The ranking, which rated 109 companies in 13 sectors this year, brought widespread attention not only to CSR, but also to Jantzi Research, which distinguishes itself from other SRI research firms by focusing exclusively on the Canadian market. This orientation has determined the direction and character of the firm since Mr. Jantzi founded it in his two-bedroom apartment 1992 after hearing a radio interview with SRI pioneer Amy Domini.

"The US SRI market has always been (and amazingly still is) focused on screening out 'sin' sectors, whereas the Canadian SRI market always been more nuanced," explained Mr. Jantzi. "When we started, the Toronto Stock Exchange 300 index was almost half resource companies--44 to 48 percent by market cap."

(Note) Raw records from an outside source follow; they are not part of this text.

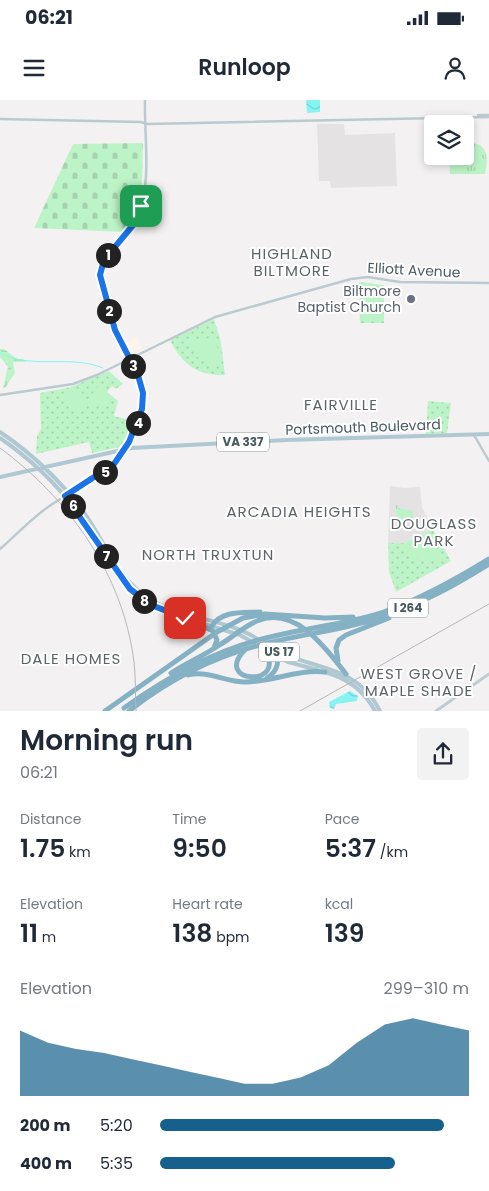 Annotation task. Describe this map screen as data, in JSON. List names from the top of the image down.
{
  "streets": {
    "highway": ["I 264"],
    "main road": ["Portsmouth Boulevard", "VA 337", "US 17"],
    "street": ["Elliott Avenue"]
  },
  "crossings": [
    ["Portsmouth Boulevard", "US 17"]
  ],
  "districts": [
    "HIGHLAND BILTMORE",
    "FAIRVILLE",
    "ARCADIA HEIGHTS",
    "DOUGLASS PARK",
    "NORTH TRUXTUN",
    "DALE HOMES",
    "WEST GROVE / MAPLE SHADE"
  ],
  "places": ["Biltmore Baptist Church"],
  "page": {
    "status": "06:21",
    "header": "Runloop",
    "pins": [
      "1",
      "2",
      "3",
      "4",
      "5",
      "6",
      "7",
      "8"
    ],
    "heading": ["Morning run", "06:21"],
    "stats": [
      ["Distance", "1.75 km"],
      ["Time", "9:50"],
      ["Pace", "5:37 /km"],
      ["Elevation", "11 m"],
      ["Heart rate", "138 bpm"],
      ["kcal", "139"]
    ],
    "chart": ["Elevation", "299–310 m"],
    "list": [
      {
        "name": "200 m",
        "note": "5:20"
      },
      {
        "name": "400 m",
        "note": "5:35"
      }
    ]
  }
}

"We felt that, if social investment was going to grow in Canada, we had to get assets invested, and if you wanted diversification, you had to have resource companies in your portfolio," effectively eliminating the option of screening out any sectors, he continued. "What's more, there are a lot of one-mill towns, where paper, or mining, or oil is the life-blood of the community," making it hard to pull the rug out from these industries while claiming to be socially responsible.

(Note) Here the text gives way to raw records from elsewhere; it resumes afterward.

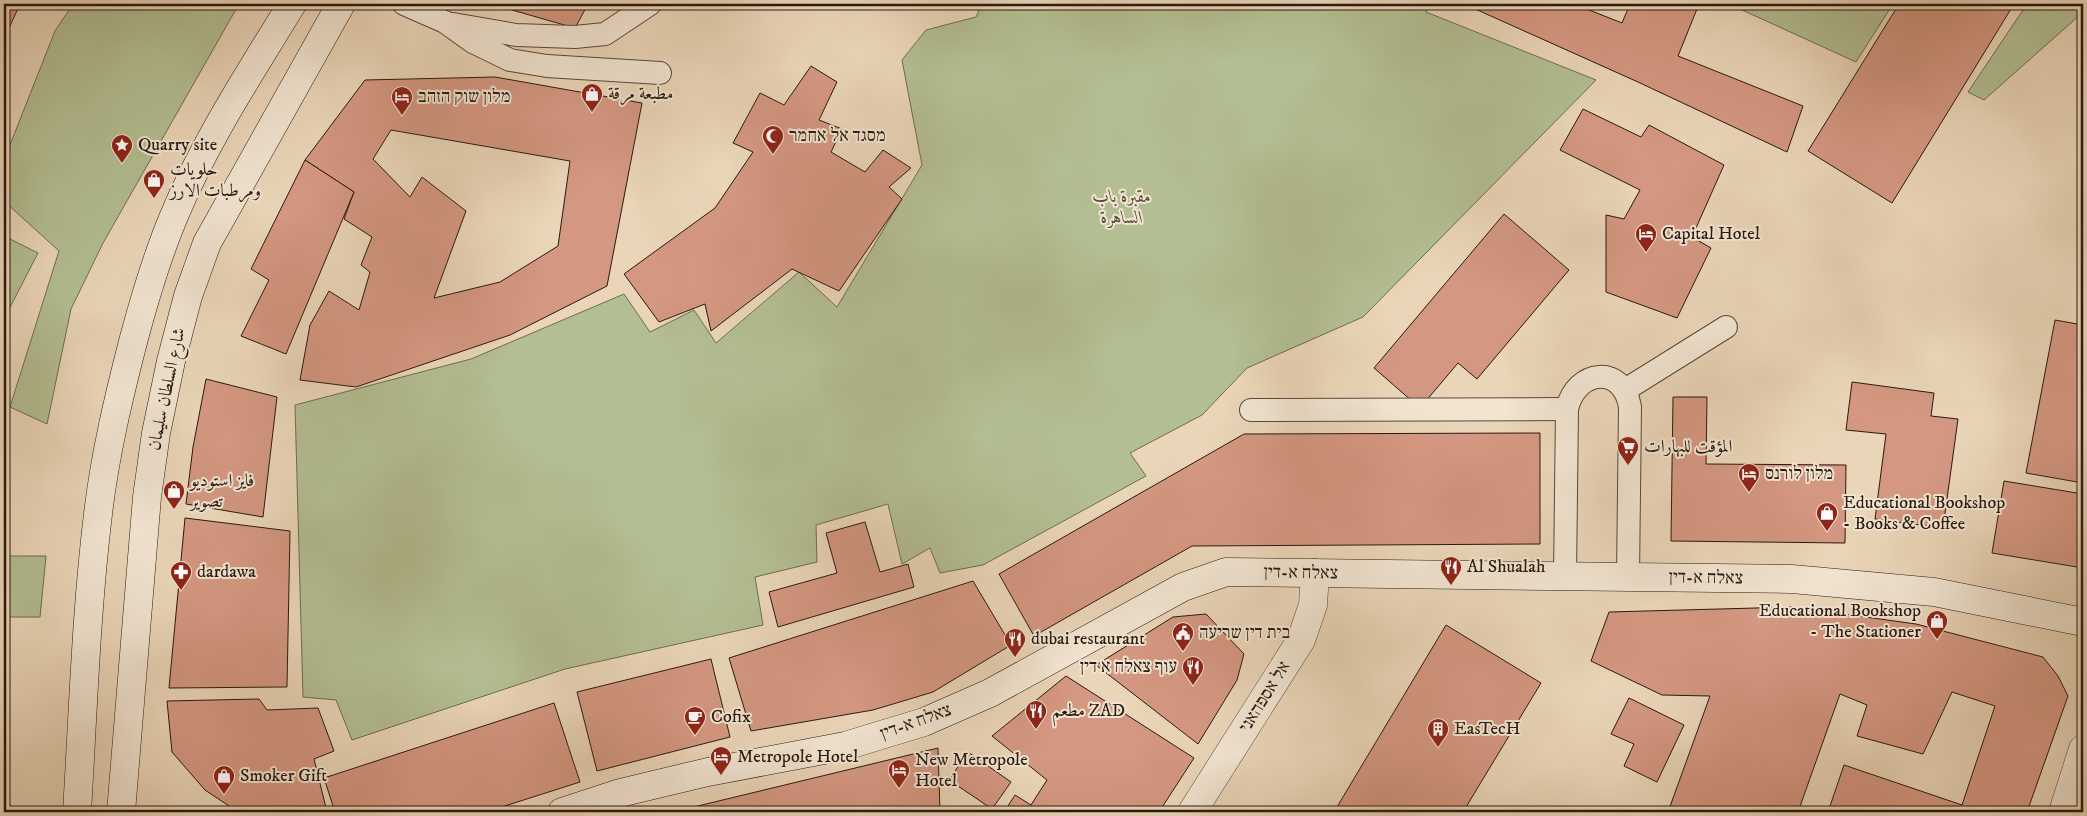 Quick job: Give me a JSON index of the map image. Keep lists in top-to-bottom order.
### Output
{
  "streets": {
    "street": ["شارع السلطان سليمان", "צאלח א-דין", "אל אספהאני"]
  },
  "crossings": [
    ["צאלח א-דין", "אל אספהאני"]
  ],
  "parks": ["مقبرة باب الساهرة"],
  "places": {
    "shop": [
      "مطبعة مرقة",
      "حلويات ومرطبات الارز",
      "فايز استوديو تصوير",
      "Educational Bookshop - Books & Coffee",
      "Educational Bookshop - The Stationer",
      "Smoker Gift"
    ],
    "hotel": [
      "מלון שוק הזהב",
      "Capital Hotel",
      "מלון לורנס",
      "Metropole Hotel",
      "New Metropole Hotel"
    ],
    "mosque": ["מסגד אל אחמר"],
    "place": ["Quarry site"],
    "supermarket": ["المؤقت للبهارات"],
    "restaurant": [
      "Al Shualah",
      "dubai restaurant",
      "עוף צאלח א דין",
      "مطعم ZAD"
    ],
    "pharmacy": ["dardawa"],
    "public building": ["בית דין שריעה"],
    "cafe": ["Cofix"],
    "building": ["EasTecH"]
  }
}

To solve this conundrum, Mr. Jantzi developed a "best of sector" approach, which funnels investment into the most responsible companies in problem sectors instead of screening these sectors our completely. US-based social investors, who can more easily afford to exclude entire sectors and still have plenty of companies available for broad diversification, reacted against the notion at first.

"I'm still scarred from when I gave a presentation on best of sector at the SRI in the Rockies conference in Breckenridge in the '90s, and I was just skewered--'best of sector is a sell-out,' the audience said," Mr. Jantzi said. "SRI is about change, it's not about perfection--if we're eliminating all of those companies from our portfolio, then there's no incentive for those companies to improve, because they will never see SRI capital."

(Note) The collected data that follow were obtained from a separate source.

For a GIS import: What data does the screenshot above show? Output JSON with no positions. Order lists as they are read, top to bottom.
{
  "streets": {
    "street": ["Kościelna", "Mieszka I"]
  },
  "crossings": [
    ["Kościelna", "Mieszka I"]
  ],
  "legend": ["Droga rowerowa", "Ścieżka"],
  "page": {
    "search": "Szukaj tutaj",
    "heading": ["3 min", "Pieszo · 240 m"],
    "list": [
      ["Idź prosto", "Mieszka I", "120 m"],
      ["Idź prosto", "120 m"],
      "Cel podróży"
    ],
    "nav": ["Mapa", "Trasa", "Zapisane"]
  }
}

Another factor distinguishing Canadian from US social investing was the role of shareholder activism, which was limited for many years by Canadian securities regulations that placed high hurdles for advocates. For example, one clause barred resolutions addressing social and environmental issues. To address such obstacles, Jantzi Research conducted a year-and-a-half of research before publishing a paper in 1996 highlighting the barriers to shareholder advocacy in Canada and making numerous recommendations.

"One of the recommendations was, essentially, just file proposals and see what happens," said Mr. Jantzi, who helped file a resolution on child labor with five retailers. "We were astounded at the seriousness the resolution met--four of the five companies agreed to circulate the proposal."

While shareholder advocacy in Canada is still less developed than in the US, it has made great strides recently--last year Bank of Montreal (ticker: BMO) went so far as to endorse a sustainability reporting resolution, a first in Canada.

To provide its clients with recommendations on how to vote on resolutions, MJRA recently partnered with US-based proxy advisory firm Investor Responsibility Research Center (IRRC). Partnering is an oft-used strategy by Jantzi Research to leverage expertise synergistically. For example, Jantzi Research partnered with Dow Jones Indexes and State Street Global Advisors to launch the Jantzi Social Index, a socially screened, market capitalization-weighted index modeled on the S&P/TSX 60, in January 2000. MJRA is also a partner in the SiRi Company, a global group of 11 SRI research firms throughout the world with 125 analysts that share local expertise and information globally.

"If you don't know a market intimately, you will miss data sources, and even if you have the data, you need to understand the context," Mr. Jantzi said. "If you don't have local slant on things, you can get an analysis that's diametrically opposed to the reality of the situation."

For more than a dozen years, Jantzi Research has demonstrated the value of understanding the regional peculiarities of the Canadian social investment market.